I think we should not make any assumptions about the "creativity" of a
programmer ("C" or else). - Semantics should be well defined, and then
clear to the programmer.
I think the semantics of this "loops can be assumed to terminate" are clearly defined in the standard. I agree that the details might not be known to all C programmers, but I think they are only relevant in a very small number of cases.
In my experience, infinite loops are generally very clearly written - either as "for (;;)" loops or "while (true)" loops - or they are the result of bugs in the code that accidentally run forever. If the loop is accidentally infinite, the programmer will already be expecting it to run the code after the loop.
>
[...]
>
So while I agree that this kind of thing can lead to curiosities and behaviour that seems counter-intuitive, and is popular with the "modern compilers are evil" crowd, I really do not see it as an issue in practice. There are many other mistakes programmers can make, or UB that they hit accidentally - this is a drop in the ocean IMHO.
Languages shall be sensibly and clearly defined. For bad designs (or
bad standards) the language or standard should be blamed, and not the
critics badly and inappropriately despised as ''"modern compilers are
evil" crowd''. - Programmers are at the final end of the "food chain".
And there's a lot of horrible pits in the C-language where programmers
"made the mistake" to fall in; don't blame them, neither the ones who
silently suffer nor the ones who shout out.
I agree that standards should be clear, and standards documents should be held accountable if they are not. There's no doubt that the C standards are not perfect (Keith's "42 is not an expression" is an example of that).

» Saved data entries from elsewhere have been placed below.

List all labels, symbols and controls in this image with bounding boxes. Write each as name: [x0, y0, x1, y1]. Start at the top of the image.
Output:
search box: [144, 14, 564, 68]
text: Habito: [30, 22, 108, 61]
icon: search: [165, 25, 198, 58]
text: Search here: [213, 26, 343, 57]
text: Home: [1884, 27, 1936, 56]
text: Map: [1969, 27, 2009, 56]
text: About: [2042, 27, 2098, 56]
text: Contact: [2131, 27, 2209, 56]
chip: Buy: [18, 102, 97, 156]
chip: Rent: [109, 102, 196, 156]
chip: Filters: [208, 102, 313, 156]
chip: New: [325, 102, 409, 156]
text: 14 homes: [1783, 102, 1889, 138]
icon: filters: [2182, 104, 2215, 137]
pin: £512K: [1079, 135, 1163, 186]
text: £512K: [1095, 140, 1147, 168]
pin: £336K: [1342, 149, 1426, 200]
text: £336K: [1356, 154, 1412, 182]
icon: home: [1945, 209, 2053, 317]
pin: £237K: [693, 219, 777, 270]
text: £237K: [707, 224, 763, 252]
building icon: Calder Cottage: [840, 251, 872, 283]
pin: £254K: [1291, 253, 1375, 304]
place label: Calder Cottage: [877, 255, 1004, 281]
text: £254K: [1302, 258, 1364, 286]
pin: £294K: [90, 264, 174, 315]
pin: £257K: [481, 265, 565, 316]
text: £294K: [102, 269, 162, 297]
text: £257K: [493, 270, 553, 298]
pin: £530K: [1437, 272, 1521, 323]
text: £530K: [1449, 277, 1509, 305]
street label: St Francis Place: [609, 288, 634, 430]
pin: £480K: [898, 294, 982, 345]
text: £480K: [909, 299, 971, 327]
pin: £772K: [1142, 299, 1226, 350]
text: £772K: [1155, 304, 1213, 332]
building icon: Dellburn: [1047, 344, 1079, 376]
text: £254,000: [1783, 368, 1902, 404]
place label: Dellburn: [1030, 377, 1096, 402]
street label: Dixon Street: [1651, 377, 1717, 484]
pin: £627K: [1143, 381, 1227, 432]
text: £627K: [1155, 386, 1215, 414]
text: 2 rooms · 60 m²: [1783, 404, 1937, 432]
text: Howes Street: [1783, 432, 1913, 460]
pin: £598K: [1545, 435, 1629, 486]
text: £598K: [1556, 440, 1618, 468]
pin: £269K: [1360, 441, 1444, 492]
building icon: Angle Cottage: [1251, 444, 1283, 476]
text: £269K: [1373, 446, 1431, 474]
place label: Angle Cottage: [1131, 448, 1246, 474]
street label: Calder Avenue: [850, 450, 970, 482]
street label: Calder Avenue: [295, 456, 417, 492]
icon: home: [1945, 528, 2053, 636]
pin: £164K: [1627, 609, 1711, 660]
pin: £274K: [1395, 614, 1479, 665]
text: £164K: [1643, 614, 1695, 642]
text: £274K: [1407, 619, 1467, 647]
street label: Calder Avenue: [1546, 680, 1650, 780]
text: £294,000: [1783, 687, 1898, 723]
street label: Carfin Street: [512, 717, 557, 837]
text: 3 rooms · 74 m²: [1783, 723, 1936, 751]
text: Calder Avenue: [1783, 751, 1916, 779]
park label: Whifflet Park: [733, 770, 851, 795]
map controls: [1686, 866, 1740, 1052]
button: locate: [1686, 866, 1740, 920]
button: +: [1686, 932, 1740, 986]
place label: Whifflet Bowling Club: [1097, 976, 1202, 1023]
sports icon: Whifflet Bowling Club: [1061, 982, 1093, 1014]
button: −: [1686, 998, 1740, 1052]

But it is less obvious that the language should be blamed for bad design. As a wise man here said, "C is what it is". The reasons for design decisions might be lost to history, inappropriate for a modern language, or forced for compatibility reasons - but the language stands with the rules it has. I don't know of anyone who uses a mainstream programming language for serious work and does not think at least some of its design decisions are bad - "bad" is highly subjective, depending on both the programmer and the type of work they do. Just like for any programming language, if you are programming in C, then you need to be aware of the pitfalls of C or steer well clear of where pitfalls might be.
Ultimately, programming languages are subject to the equivalent of market forces - the choice of language to use for a particular task is a matter of weighing up what you think are the good and bad points for available alternatives. As the incumbent in many situations, C of course has an unfair advantage - but with enough incentive, people move to other languages with their own benefits, disadvantages, and "bad" design decisions. This is a slow process, but it is the only way forward.
As for my '"modern compilers are evil" crowd' comment, there are people (not anyone involved in this discussion) who really do fall into that camp. I've seen people who are experienced and respected developers make all sorts of accusations to compiler developers, claiming they are only interested in high scores on synthetic benchmarks and directly insulting their motivations and integrity, blaming them for "breaking" their code that relied on the effects of some kinds of UB. It is always frustrating when you have code that works fine with one compiler version, but using another compiler results in failure due to UB in your code - especially if writing correct code gives inefficient results with the first compiler. And it's fine to say you'd be happier if a particular thing that is UB in C were not UB - but it is unreasonable to blame compiler developers for implementing the language as it is defined.
I am not in any way saying that critics of aspects of C (the language, the standards, or compiler implementations) should be dismissed or despised - merely that the example of loop elimination leading to UB and unexpected results is regularly used as "evidence" by those that hold extreme positions about C, despite it being very unrealistic for the issue to cause problems in real coding practice.
It is always best if compilers are able to warn you about problems in your code - such as UB - and avoid surprising results. But I don't think it is practical to expect them to catch everything, and too many warnings will flood you with false positives. (gcc used to have a warning for when code was elided - as the compiler got stronger and gained more optimisations, the warning was dropped because eliding code happened far too often to warn about.)